We all know the importance of getting a good night’s sleep and it can be particularly distressing not to mention frustrating when we struggle to dose off.

 

If you have been finding it difficult to sleep, the following tips might help you finally nod off:

 

Don’t drink caffeine after 5pm

The effect of caffeine can stay in your body for a few hours after you have had a cup. This means that if you have a coffee at about six or seven in the evening, you can still feel the stimulating effects at bedtime.

 

Make your room sleep inducing

Cut out all distractions in your bedroom and just keep it for sleeping. This means saying goodbye to the TV, the clutter and even your phone.

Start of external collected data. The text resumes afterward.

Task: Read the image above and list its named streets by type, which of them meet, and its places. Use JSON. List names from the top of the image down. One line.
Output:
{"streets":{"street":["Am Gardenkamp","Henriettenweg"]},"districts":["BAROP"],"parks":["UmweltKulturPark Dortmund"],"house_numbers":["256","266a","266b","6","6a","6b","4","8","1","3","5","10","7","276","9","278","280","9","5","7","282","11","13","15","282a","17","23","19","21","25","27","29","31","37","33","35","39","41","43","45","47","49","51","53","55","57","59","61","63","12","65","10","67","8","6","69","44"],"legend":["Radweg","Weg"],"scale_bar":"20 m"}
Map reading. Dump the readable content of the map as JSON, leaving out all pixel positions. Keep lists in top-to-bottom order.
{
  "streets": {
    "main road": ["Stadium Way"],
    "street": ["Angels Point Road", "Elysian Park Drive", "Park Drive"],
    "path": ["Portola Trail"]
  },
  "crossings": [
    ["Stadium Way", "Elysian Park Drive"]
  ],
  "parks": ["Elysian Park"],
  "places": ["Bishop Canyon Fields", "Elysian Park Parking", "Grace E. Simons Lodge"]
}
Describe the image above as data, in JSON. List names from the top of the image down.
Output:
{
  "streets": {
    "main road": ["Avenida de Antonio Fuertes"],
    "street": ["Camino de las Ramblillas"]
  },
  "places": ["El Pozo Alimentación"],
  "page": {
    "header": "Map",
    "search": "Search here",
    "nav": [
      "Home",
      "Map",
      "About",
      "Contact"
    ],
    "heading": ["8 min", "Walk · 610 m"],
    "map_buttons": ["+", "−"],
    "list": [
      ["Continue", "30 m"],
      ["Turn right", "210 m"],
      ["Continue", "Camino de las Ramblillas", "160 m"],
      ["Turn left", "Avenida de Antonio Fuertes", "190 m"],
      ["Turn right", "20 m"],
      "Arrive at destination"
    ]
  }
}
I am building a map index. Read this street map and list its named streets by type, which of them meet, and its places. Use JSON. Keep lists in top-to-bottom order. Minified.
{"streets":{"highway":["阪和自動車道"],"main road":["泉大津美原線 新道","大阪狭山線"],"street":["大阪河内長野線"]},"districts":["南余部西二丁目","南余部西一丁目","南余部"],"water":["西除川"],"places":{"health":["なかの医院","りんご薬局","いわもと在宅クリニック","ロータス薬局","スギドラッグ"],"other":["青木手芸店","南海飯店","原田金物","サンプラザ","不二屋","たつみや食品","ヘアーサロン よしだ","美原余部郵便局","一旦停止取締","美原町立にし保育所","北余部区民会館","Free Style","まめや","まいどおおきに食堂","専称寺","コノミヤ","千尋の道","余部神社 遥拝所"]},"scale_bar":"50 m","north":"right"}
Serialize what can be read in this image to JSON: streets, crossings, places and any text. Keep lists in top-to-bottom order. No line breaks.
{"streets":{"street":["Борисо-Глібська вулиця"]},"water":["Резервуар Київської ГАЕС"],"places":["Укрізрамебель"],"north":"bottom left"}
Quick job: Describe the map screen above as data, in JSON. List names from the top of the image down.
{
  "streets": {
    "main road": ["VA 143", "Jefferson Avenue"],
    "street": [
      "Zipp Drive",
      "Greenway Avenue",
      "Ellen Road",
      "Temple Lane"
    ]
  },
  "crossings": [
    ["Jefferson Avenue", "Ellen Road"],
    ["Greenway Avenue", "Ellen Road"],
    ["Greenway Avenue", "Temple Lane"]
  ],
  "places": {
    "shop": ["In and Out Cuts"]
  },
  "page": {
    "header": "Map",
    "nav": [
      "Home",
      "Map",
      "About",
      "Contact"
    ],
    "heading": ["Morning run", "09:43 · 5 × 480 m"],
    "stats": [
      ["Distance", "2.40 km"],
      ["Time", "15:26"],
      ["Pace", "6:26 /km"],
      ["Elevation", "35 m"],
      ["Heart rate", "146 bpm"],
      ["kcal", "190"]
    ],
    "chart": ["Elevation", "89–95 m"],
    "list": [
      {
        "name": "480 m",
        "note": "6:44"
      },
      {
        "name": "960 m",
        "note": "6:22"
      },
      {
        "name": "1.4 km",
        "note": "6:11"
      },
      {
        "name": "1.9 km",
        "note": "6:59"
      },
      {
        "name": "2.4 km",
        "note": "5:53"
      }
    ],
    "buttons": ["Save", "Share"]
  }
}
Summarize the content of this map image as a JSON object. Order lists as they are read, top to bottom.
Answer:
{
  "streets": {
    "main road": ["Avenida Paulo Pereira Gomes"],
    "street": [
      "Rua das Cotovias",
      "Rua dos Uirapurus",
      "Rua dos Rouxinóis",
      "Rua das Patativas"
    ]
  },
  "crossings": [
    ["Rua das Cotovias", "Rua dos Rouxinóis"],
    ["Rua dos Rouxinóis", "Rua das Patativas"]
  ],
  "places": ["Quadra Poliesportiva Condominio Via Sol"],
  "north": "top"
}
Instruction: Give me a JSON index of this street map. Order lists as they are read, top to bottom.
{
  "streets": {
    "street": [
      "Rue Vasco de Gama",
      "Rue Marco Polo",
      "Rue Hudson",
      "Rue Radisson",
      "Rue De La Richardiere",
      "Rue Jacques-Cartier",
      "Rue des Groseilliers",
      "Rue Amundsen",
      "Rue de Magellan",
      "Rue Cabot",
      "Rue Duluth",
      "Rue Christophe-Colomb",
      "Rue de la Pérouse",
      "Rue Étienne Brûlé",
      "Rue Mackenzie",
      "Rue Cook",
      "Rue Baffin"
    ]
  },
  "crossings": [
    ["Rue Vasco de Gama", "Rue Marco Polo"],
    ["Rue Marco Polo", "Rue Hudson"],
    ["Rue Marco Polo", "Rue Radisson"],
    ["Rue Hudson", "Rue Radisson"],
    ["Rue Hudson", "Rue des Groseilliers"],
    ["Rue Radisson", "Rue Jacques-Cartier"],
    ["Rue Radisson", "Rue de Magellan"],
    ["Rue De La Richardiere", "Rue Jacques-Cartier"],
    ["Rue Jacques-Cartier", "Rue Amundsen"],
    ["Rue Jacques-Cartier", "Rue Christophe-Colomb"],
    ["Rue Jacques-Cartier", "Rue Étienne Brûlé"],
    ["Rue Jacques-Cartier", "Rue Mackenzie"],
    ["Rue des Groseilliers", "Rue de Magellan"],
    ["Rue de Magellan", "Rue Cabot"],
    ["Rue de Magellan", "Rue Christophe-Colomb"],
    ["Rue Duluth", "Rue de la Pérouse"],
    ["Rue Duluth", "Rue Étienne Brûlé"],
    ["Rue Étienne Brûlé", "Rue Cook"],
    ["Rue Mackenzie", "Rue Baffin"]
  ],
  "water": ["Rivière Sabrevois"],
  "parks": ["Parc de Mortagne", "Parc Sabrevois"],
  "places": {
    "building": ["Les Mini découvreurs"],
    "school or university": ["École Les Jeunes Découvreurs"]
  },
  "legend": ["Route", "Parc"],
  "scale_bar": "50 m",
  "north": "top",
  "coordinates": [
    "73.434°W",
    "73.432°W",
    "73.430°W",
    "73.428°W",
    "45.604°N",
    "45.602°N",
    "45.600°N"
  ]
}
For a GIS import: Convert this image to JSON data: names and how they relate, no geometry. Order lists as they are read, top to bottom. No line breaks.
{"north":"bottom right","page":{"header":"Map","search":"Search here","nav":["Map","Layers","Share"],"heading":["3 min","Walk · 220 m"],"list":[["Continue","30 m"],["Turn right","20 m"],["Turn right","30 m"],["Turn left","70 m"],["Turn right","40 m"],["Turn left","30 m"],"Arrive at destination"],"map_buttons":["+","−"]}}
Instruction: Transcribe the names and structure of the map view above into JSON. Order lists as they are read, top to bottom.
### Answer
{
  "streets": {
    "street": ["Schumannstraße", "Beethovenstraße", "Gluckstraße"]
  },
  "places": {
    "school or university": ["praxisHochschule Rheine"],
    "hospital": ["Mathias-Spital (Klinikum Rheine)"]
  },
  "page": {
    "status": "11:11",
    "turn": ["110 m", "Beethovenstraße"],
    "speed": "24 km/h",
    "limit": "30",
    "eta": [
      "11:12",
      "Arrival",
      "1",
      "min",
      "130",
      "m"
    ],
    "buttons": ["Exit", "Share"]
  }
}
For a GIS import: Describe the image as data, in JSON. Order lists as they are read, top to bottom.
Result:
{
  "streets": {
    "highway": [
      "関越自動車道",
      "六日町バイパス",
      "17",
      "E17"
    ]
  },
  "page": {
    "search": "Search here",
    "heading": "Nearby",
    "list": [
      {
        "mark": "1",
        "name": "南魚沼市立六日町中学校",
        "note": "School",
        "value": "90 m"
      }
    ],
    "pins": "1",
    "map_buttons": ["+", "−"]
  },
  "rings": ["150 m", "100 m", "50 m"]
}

Think fluffy pillows and clear floors to help you feel more relaxed and ready for sleep.

 

Exercise at the right time

While exercise is great at helping you get to sleep, if you do it too close to your bedtime it can have the opposite effect. The best time to work out is in the morning or afternoon.

 

Don’t stress about not sleeping

If you are stressing about not being able to sleep then you will struggle even more. If you find you are lying in bed worrying about not getting enough rest to be able to function properly the next day, get up and read a book or go get a drink. Lying there worrying about it is just going to make you feel worse.

 

Put your phone away

Avoid looking at your phone or iPad in bed as you are stimulating your mind when you should be relaxing and the blue background light can disrupt your sleep. Read a book instead or listen to some soothing music.